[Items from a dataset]
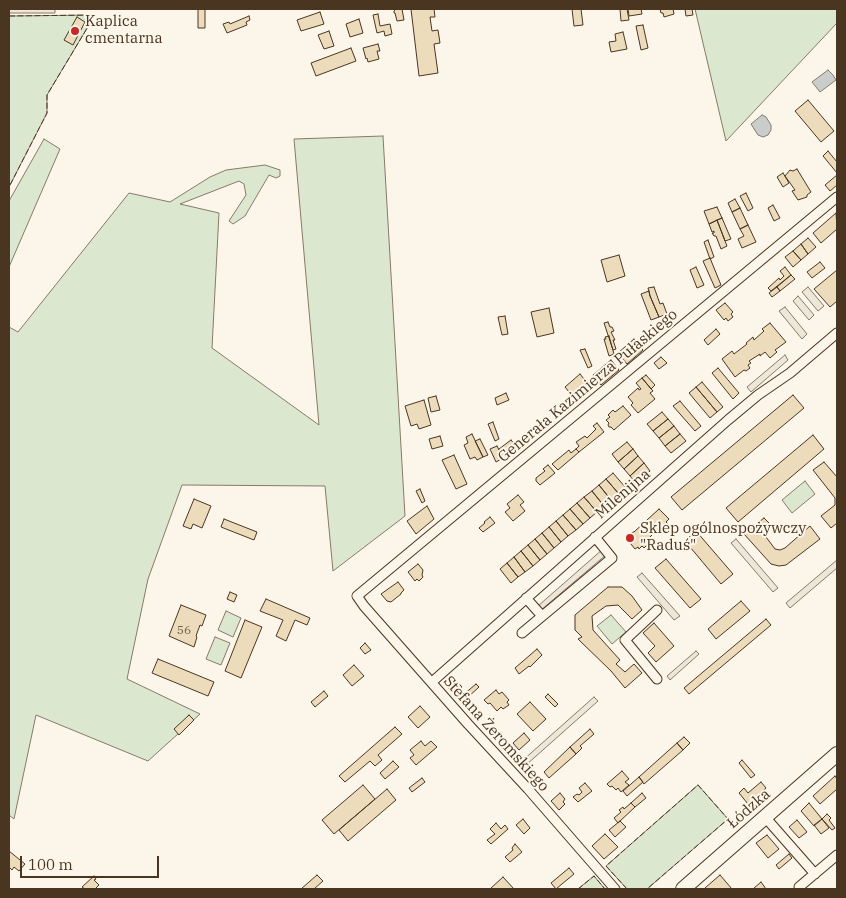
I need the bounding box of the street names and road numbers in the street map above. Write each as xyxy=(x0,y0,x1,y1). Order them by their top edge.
street label: Generała Kazimierza Pułaskiego xyxy=(495,306,681,466)
street label: Milenijna xyxy=(592,465,654,523)
street label: Stefana Żeromskiego xyxy=(439,673,553,795)
street label: Łódzka xyxy=(724,785,774,833)

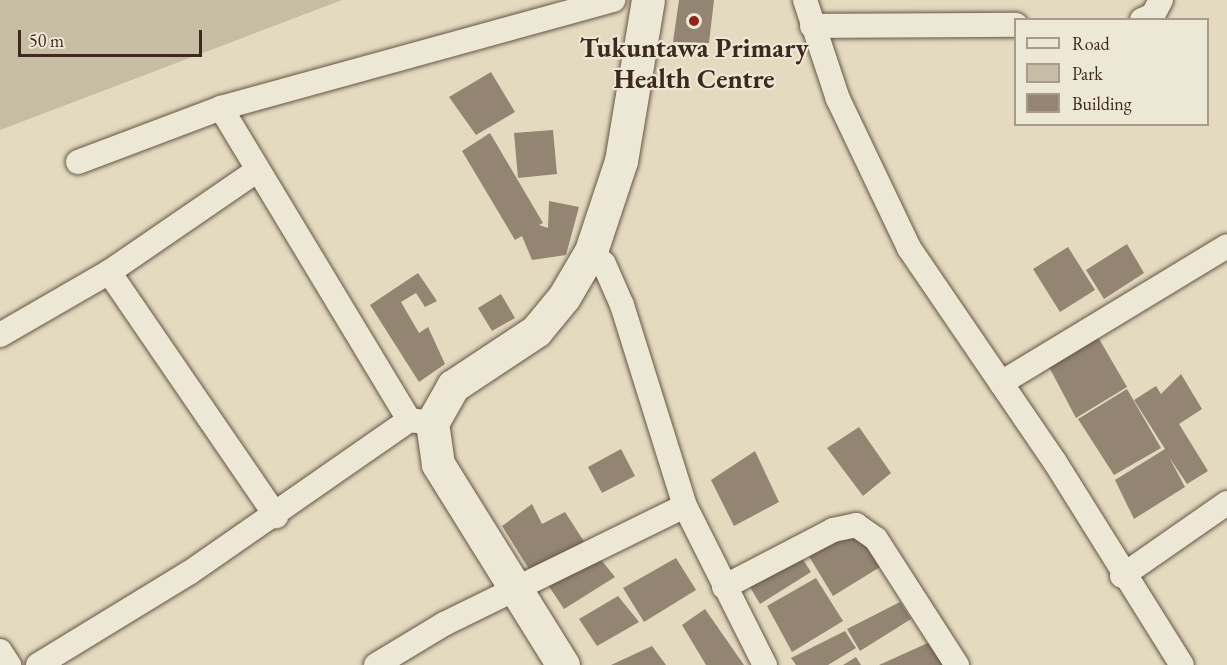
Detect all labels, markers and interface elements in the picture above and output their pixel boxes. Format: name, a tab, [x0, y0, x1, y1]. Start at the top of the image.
marker: Tukuntawa Primary Health Centre	[687, 14, 701, 28]
scale bar	[21, 18, 206, 56]
legend	[1014, 18, 1209, 126]
text: 50 m	[29, 29, 64, 52]
place label: Tukuntawa Primary Health Centre	[580, 31, 808, 94]
text: Road	[1072, 32, 1110, 55]
text: Park	[1072, 62, 1103, 85]
text: Building	[1072, 92, 1132, 115]

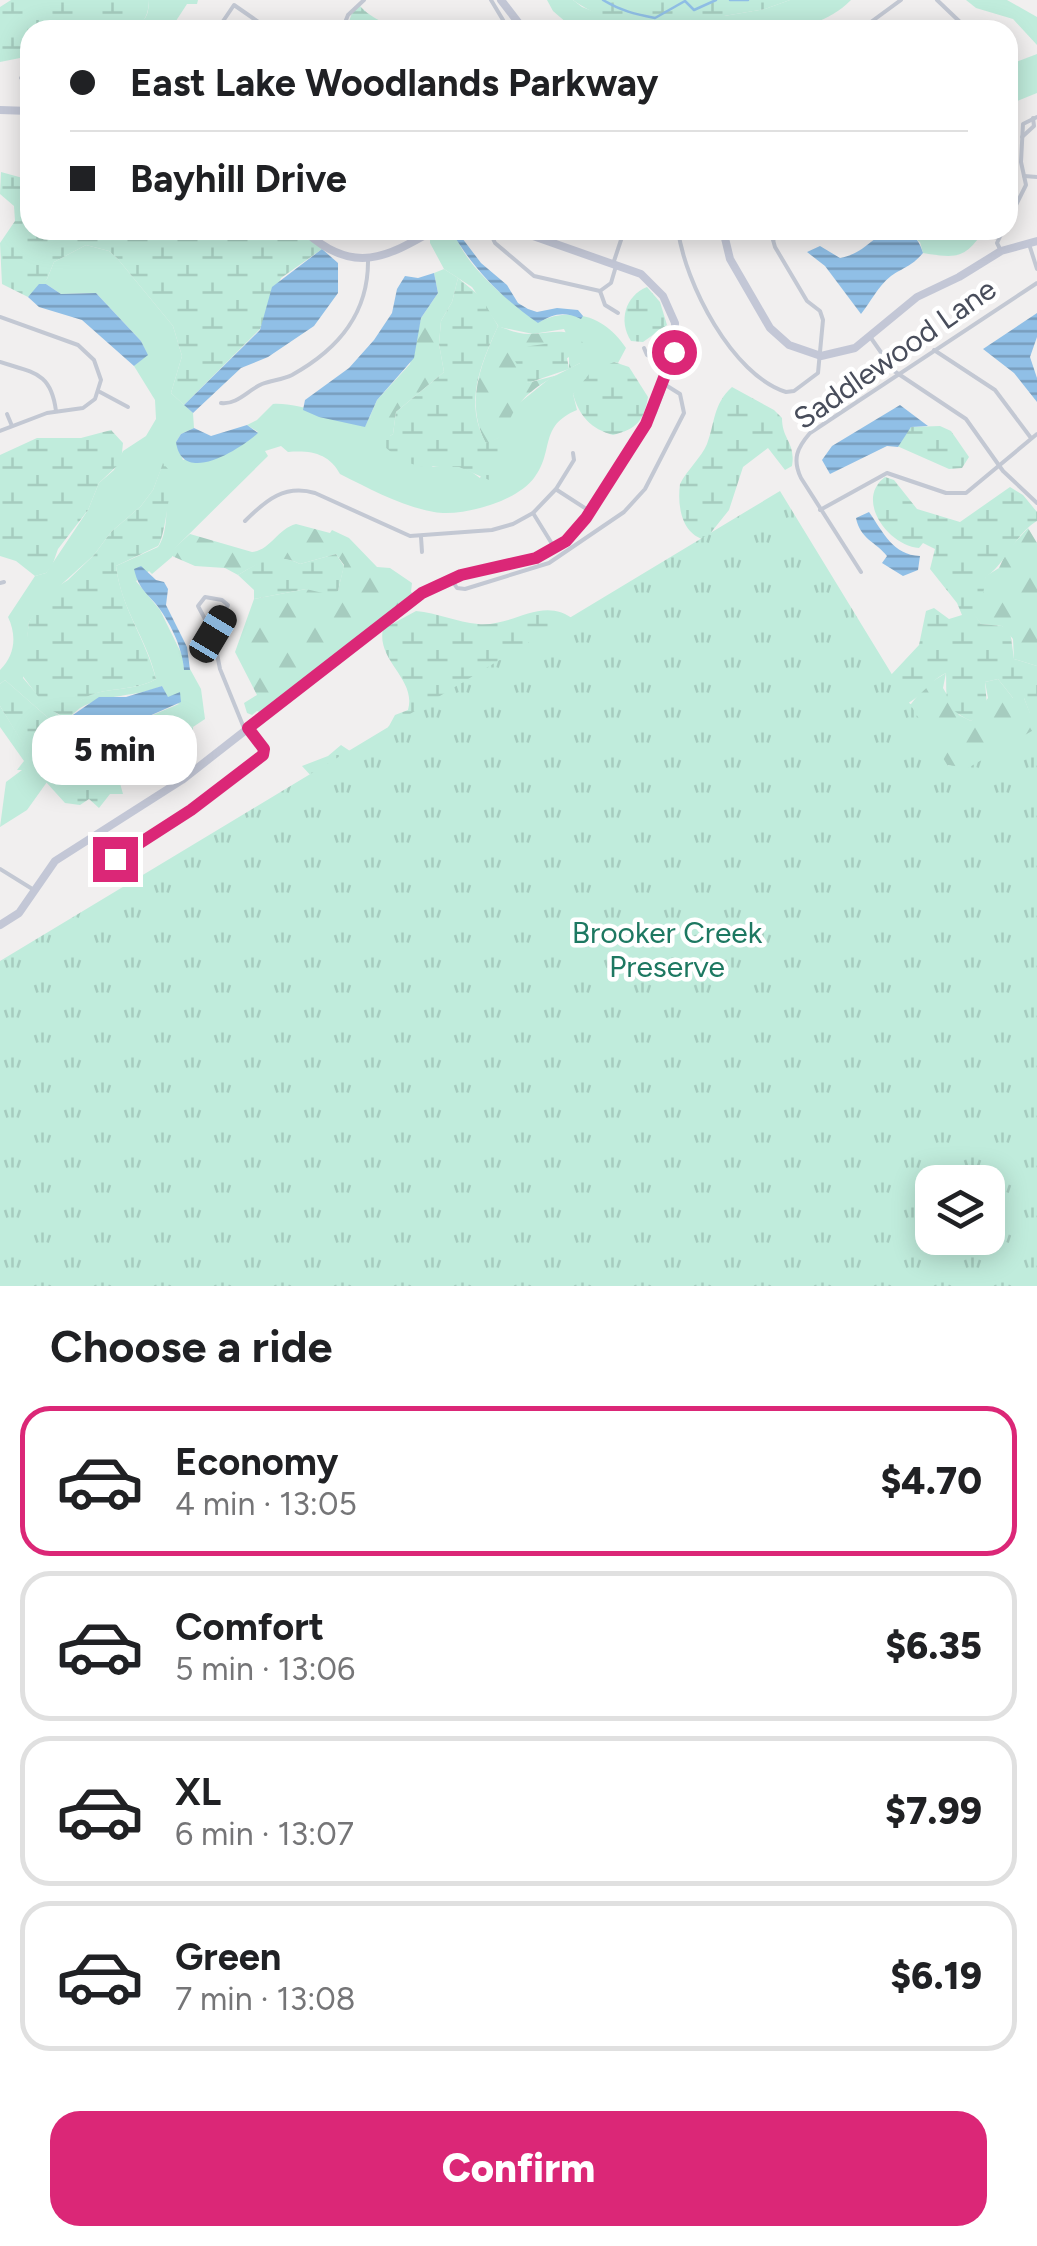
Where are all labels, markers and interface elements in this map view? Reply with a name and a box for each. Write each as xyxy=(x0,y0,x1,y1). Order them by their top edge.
text: East Lake Woodlands Parkway xyxy=(130,60,658,106)
text: Bayhill Drive xyxy=(130,156,347,202)
street label: Saddlewood Lane xyxy=(786,270,1003,437)
route start xyxy=(652,330,697,375)
car xyxy=(185,601,241,667)
callout: 5 min xyxy=(32,714,198,784)
text: 5 min xyxy=(74,731,155,769)
route end xyxy=(93,837,138,882)
park label: Brooker Creek Preserve xyxy=(572,914,763,985)
map controls xyxy=(915,1165,1005,1255)
button: layers xyxy=(915,1165,1005,1255)
text: Choose a ride xyxy=(50,1319,332,1373)
icon: car xyxy=(55,1436,145,1526)
text: Economy xyxy=(175,1439,338,1485)
text: $4.70 xyxy=(880,1458,982,1504)
text: 4 min · 13:05 xyxy=(175,1485,357,1523)
icon: car xyxy=(55,1601,145,1691)
text: Comfort xyxy=(175,1604,324,1650)
text: $6.35 xyxy=(885,1623,982,1669)
text: 5 min · 13:06 xyxy=(175,1650,355,1688)
icon: car xyxy=(55,1766,145,1856)
text: XL xyxy=(175,1769,221,1815)
text: $7.99 xyxy=(885,1788,982,1834)
text: 6 min · 13:07 xyxy=(175,1815,354,1853)
icon: car xyxy=(55,1931,145,2021)
text: Green xyxy=(175,1934,281,1980)
text: $6.19 xyxy=(890,1953,982,1999)
text: 7 min · 13:08 xyxy=(175,1980,355,2018)
button: Confirm xyxy=(50,2111,987,2226)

What you have to do: Each line from the one containing "Detect all labels, markers" through the last line above should be retyped exactly, and no other line. Any picture is to be left out.

Solution to the exercise:
Detect all labels, markers and interface elements in the picture above and output their pixel boxes. Format: name, a tab, [x0, y0, x1, y1]. Start at the top of the image.
marker: Tukuntawa Primary Health Centre	[687, 14, 701, 28]
scale bar	[21, 18, 206, 56]
legend	[1014, 18, 1209, 126]
text: 50 m	[29, 29, 64, 52]
place label: Tukuntawa Primary Health Centre	[580, 31, 808, 94]
text: Road	[1072, 32, 1110, 55]
text: Park	[1072, 62, 1103, 85]
text: Building	[1072, 92, 1132, 115]

Where are all labels, markers and interface elements in this map view? Reply with a name and a box for each. Write each as xyxy=(x0,y0,x1,y1). Order them by their top edge.
text: East Lake Woodlands Parkway xyxy=(130,60,658,106)
text: Bayhill Drive xyxy=(130,156,347,202)
street label: Saddlewood Lane xyxy=(786,270,1003,437)
route start xyxy=(652,330,697,375)
car xyxy=(185,601,241,667)
callout: 5 min xyxy=(32,714,198,784)
text: 5 min xyxy=(74,731,155,769)
route end xyxy=(93,837,138,882)
park label: Brooker Creek Preserve xyxy=(572,914,763,985)
map controls xyxy=(915,1165,1005,1255)
button: layers xyxy=(915,1165,1005,1255)
text: Choose a ride xyxy=(50,1319,332,1373)
icon: car xyxy=(55,1436,145,1526)
text: Economy xyxy=(175,1439,338,1485)
text: $4.70 xyxy=(880,1458,982,1504)
text: 4 min · 13:05 xyxy=(175,1485,357,1523)
icon: car xyxy=(55,1601,145,1691)
text: Comfort xyxy=(175,1604,324,1650)
text: $6.35 xyxy=(885,1623,982,1669)
text: 5 min · 13:06 xyxy=(175,1650,355,1688)
icon: car xyxy=(55,1766,145,1856)
text: XL xyxy=(175,1769,221,1815)
text: $7.99 xyxy=(885,1788,982,1834)
text: 6 min · 13:07 xyxy=(175,1815,354,1853)
icon: car xyxy=(55,1931,145,2021)
text: Green xyxy=(175,1934,281,1980)
text: $6.19 xyxy=(890,1953,982,1999)
text: 7 min · 13:08 xyxy=(175,1980,355,2018)
button: Confirm xyxy=(50,2111,987,2226)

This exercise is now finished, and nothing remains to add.